Mercer Wealth, which globally has $160 billion in AUM, plans to boost its AUM in the region to $2-$3bn in the next 2-3 years from the present $1bn, said Yasir AbuShaban, a Dubai-based principal with Mercer Wealth.

Within the next two to three years, we are looking at reaching $2 to $3 billion as a conservative estimate and we do see an opportunity to do so,” said Mr AbuShaban.

Mercer does not directly make investments, but allocates clients’ money they have discretion to, to professional asset managers. They also provide advice to clients.

“We have buying power. We can negotiate on their (client’s) behalf with asset managers to provide them lower fees than they otherwise would have to get on their own,” he added.

Mercer Wealth’s clients include sovereign wealth funds, family offices, and insurance companies among others.

From its office in Dubai, Mercer also looks after Africa, India and Turkey, where they also see opportunity for growth.

Wealth creation in Middle East and Africa (MEA) grew 8.5 per cent to $8.1 trillion last year from $7.5tn in 2015, higher than last year’s global average of 6 per cent and the second-highest growth in a region after Asia-Pacific which grew 9.9 per cent, according to consultancy Boston Consulting Group (BCG). In the region, where wealth grew just 1.9 per cent in 2015 compared with 2014, a pickup in oil prices has helped in wealth generation.

BCG is forecasting MEA wealth will rise to $12tn by 2021, growing at an annual average of 8 per cent.

Drivers of wealth generation in the region will be split evenly between new wealth creation and growth of performance of existing assets, according to BCG.

Another general trend in the region is clients’ looking for a comprehensive approach to investing, according to Mr AbuShaban.

“Institutional investors or some of the families are seeing a slowdown in the available capital they have to invest and in that sense they are looking at optimizing the way they manage their portfolios and making sure they are not investing haphazardly and different parts of their investment are working together,” said Mr AbuShaban.

Some clients also have a higher appetite for risk, given the low interest-rate environment that does not provide enough yield for some institutional investors. These clients are keen to invest in illiquid assets, such as private equity and infrastructure.
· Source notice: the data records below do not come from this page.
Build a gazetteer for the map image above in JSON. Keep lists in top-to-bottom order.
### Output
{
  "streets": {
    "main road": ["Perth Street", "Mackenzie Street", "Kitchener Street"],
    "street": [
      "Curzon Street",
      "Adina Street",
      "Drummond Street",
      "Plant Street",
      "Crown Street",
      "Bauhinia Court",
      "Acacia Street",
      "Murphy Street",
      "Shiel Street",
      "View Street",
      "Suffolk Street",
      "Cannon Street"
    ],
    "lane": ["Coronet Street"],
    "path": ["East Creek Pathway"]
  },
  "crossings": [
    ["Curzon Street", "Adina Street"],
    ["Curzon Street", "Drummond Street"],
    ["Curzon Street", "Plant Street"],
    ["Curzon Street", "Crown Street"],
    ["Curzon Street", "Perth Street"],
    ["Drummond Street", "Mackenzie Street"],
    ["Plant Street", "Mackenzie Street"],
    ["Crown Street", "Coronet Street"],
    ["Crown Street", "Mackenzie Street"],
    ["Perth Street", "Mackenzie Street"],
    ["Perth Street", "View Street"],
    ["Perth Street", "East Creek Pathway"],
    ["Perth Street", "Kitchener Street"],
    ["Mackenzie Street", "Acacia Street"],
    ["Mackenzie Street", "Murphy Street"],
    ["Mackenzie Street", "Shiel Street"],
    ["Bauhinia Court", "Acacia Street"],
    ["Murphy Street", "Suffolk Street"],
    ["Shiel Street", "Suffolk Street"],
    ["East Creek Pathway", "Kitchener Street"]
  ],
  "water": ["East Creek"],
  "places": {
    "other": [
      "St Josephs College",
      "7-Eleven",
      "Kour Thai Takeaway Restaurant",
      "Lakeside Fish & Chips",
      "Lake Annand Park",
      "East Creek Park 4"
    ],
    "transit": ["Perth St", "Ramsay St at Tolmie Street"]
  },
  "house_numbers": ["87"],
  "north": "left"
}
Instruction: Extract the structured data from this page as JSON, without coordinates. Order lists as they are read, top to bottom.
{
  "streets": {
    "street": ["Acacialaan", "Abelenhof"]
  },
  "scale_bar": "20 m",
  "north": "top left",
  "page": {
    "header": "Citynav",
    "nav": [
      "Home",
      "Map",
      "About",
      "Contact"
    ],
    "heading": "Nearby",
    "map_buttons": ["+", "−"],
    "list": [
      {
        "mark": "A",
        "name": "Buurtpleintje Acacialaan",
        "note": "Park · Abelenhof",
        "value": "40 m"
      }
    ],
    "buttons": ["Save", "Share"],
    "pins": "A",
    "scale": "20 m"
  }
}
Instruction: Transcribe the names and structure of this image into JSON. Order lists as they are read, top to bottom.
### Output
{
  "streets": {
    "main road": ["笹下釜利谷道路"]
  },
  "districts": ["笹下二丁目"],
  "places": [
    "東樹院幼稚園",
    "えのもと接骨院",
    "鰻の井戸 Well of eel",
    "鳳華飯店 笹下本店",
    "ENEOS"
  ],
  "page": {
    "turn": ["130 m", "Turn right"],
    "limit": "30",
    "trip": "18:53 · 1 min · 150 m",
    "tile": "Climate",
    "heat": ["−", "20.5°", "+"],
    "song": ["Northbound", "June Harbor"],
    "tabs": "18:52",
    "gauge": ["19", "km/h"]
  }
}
“What we have seen is a desire for higher returns in what has been a low-return environment specifically in various fixed income or bonds,” he said.

“In this environment, we have seen a de facto increase in the risk that clients are taking in things like illiquid investments, private equity investments, infrastructure and private debt, those kind of investments were higher illiquidity results in incrementally higher returns.”

The Abu Dhabi Investment Authority, one of the largest sovereign wealth funds, said in its 2016 report that has gradually increased its exposure in direct private equity and private credit transactions, mainly in Asian markets and especially in China and India. The authority’s private equity department focused on structured equities owing to “their defensive characteristics.”